◆ AIM OF THE EXERCISE
Only lines containing "setLineDash" are wanted from the data below. Copy those lines.
Segment Start: WORKING DATA
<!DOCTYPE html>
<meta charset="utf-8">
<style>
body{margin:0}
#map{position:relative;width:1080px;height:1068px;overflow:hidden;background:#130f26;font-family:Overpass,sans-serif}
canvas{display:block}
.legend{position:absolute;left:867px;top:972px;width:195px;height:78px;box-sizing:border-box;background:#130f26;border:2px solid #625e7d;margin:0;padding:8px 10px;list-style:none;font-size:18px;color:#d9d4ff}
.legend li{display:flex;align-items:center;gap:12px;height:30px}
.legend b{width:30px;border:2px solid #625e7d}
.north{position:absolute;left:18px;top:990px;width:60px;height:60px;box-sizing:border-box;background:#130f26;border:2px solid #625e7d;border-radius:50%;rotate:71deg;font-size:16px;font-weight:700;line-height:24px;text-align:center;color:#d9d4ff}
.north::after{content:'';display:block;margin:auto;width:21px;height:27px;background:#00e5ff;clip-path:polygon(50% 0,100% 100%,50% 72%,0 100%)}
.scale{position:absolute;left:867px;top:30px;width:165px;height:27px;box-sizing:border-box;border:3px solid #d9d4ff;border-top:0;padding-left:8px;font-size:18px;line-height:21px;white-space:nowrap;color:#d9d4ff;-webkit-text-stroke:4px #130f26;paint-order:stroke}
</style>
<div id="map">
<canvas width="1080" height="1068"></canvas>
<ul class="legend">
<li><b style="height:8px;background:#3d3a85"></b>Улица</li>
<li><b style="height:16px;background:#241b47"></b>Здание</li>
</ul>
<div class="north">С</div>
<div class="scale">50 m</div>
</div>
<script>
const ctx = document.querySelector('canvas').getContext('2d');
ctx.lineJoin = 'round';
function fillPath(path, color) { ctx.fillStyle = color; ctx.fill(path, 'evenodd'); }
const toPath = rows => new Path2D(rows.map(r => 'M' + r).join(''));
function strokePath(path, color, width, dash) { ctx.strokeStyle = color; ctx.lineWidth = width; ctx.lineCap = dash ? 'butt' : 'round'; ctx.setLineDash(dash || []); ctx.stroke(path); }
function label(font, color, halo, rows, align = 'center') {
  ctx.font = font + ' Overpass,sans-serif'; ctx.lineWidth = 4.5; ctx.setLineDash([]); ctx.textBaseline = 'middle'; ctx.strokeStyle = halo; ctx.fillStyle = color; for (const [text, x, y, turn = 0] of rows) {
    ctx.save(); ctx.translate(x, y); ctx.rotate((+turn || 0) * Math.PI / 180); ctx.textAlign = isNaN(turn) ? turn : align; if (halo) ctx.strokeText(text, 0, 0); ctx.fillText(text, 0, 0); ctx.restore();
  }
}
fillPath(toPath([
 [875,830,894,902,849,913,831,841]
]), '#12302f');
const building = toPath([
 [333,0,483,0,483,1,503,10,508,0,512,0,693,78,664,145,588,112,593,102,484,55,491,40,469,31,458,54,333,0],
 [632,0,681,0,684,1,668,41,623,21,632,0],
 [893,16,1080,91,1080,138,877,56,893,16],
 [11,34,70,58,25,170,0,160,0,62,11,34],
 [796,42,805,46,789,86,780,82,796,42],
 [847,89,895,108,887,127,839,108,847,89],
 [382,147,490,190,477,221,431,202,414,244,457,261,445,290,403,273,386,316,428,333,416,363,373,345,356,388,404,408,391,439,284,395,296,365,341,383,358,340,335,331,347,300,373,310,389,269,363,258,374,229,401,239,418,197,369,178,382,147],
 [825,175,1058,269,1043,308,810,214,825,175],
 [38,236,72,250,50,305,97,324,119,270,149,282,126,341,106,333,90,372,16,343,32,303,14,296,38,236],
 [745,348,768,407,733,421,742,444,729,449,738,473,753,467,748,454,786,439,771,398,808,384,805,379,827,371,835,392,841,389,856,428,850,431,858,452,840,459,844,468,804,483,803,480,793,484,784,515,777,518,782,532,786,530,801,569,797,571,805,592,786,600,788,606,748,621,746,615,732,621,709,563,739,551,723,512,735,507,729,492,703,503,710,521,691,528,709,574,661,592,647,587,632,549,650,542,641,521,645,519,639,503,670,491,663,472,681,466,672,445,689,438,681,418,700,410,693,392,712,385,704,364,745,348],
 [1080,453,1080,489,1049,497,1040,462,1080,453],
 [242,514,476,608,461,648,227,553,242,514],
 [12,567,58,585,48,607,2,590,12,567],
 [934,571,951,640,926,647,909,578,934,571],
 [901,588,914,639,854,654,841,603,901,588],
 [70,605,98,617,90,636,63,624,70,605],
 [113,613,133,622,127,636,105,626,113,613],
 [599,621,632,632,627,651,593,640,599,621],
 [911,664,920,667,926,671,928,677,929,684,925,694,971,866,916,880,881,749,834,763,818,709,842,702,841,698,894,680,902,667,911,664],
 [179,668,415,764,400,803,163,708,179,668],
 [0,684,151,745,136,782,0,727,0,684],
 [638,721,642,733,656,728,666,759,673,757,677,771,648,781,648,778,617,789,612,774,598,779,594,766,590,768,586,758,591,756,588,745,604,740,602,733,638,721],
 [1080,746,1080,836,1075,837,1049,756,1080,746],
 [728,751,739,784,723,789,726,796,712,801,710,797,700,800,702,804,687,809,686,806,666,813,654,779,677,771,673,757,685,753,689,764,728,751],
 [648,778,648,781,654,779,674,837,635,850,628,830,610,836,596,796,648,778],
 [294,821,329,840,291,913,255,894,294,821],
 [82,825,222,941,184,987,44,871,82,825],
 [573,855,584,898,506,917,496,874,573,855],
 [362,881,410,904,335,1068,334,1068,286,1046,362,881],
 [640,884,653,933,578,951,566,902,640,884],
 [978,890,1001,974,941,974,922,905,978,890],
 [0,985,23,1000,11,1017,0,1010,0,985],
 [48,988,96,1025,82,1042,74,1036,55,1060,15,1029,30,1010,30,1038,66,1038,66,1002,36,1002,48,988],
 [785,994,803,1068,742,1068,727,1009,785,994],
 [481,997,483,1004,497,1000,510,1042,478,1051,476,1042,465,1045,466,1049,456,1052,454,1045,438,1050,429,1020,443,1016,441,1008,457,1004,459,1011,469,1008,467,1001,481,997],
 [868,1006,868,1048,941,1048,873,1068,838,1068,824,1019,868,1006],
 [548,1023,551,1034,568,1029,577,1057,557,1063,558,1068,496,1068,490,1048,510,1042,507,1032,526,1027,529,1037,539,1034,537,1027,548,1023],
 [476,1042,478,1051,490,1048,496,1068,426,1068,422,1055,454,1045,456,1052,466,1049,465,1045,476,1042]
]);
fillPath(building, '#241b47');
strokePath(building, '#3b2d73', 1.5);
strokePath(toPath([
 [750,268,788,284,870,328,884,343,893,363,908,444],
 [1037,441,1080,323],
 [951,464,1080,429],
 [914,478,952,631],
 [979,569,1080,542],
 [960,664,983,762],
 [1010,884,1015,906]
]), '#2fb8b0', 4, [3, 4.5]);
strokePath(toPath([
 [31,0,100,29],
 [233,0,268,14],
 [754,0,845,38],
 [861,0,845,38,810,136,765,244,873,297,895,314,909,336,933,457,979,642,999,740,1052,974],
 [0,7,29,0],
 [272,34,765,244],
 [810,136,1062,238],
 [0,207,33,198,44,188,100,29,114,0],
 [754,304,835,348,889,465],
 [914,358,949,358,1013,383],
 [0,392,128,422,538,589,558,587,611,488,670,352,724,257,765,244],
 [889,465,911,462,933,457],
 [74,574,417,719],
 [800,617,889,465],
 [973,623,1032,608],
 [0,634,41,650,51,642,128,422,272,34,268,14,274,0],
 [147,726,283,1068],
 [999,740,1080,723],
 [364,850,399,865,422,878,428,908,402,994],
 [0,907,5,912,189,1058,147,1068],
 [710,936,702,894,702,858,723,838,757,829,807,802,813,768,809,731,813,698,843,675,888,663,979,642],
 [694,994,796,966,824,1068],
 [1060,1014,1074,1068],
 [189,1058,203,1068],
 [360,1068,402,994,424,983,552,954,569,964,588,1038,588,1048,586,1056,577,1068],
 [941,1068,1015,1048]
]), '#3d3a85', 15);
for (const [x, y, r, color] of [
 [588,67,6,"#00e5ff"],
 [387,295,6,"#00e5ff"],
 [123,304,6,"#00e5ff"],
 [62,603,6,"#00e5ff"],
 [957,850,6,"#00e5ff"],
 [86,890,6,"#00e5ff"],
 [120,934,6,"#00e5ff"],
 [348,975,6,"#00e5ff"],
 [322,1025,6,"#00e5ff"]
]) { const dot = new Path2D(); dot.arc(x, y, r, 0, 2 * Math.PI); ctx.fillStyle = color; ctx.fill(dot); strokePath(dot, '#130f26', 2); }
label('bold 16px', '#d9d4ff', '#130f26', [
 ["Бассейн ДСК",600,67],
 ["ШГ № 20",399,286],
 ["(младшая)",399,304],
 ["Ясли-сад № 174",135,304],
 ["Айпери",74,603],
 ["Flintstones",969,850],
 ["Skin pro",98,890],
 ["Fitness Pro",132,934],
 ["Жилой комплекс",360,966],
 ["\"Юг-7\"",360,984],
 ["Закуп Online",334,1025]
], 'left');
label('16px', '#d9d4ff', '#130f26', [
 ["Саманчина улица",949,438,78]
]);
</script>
Segment End: WORKING DATA
◆ TASK RESULT
function strokePath(path, color, width, dash) { ctx.strokeStyle = color; ctx.lineWidth = width; ctx.lineCap = dash ? 'butt' : 'round'; ctx.setLineDash(dash || []); ctx.stroke(path); }
  ctx.font = font + ' Overpass,sans-serif'; ctx.lineWidth = 4.5; ctx.setLineDash([]); ctx.textBaseline = 'middle'; ctx.strokeStyle = halo; ctx.fillStyle = color; for (const [text, x, y, turn = 0] of rows) {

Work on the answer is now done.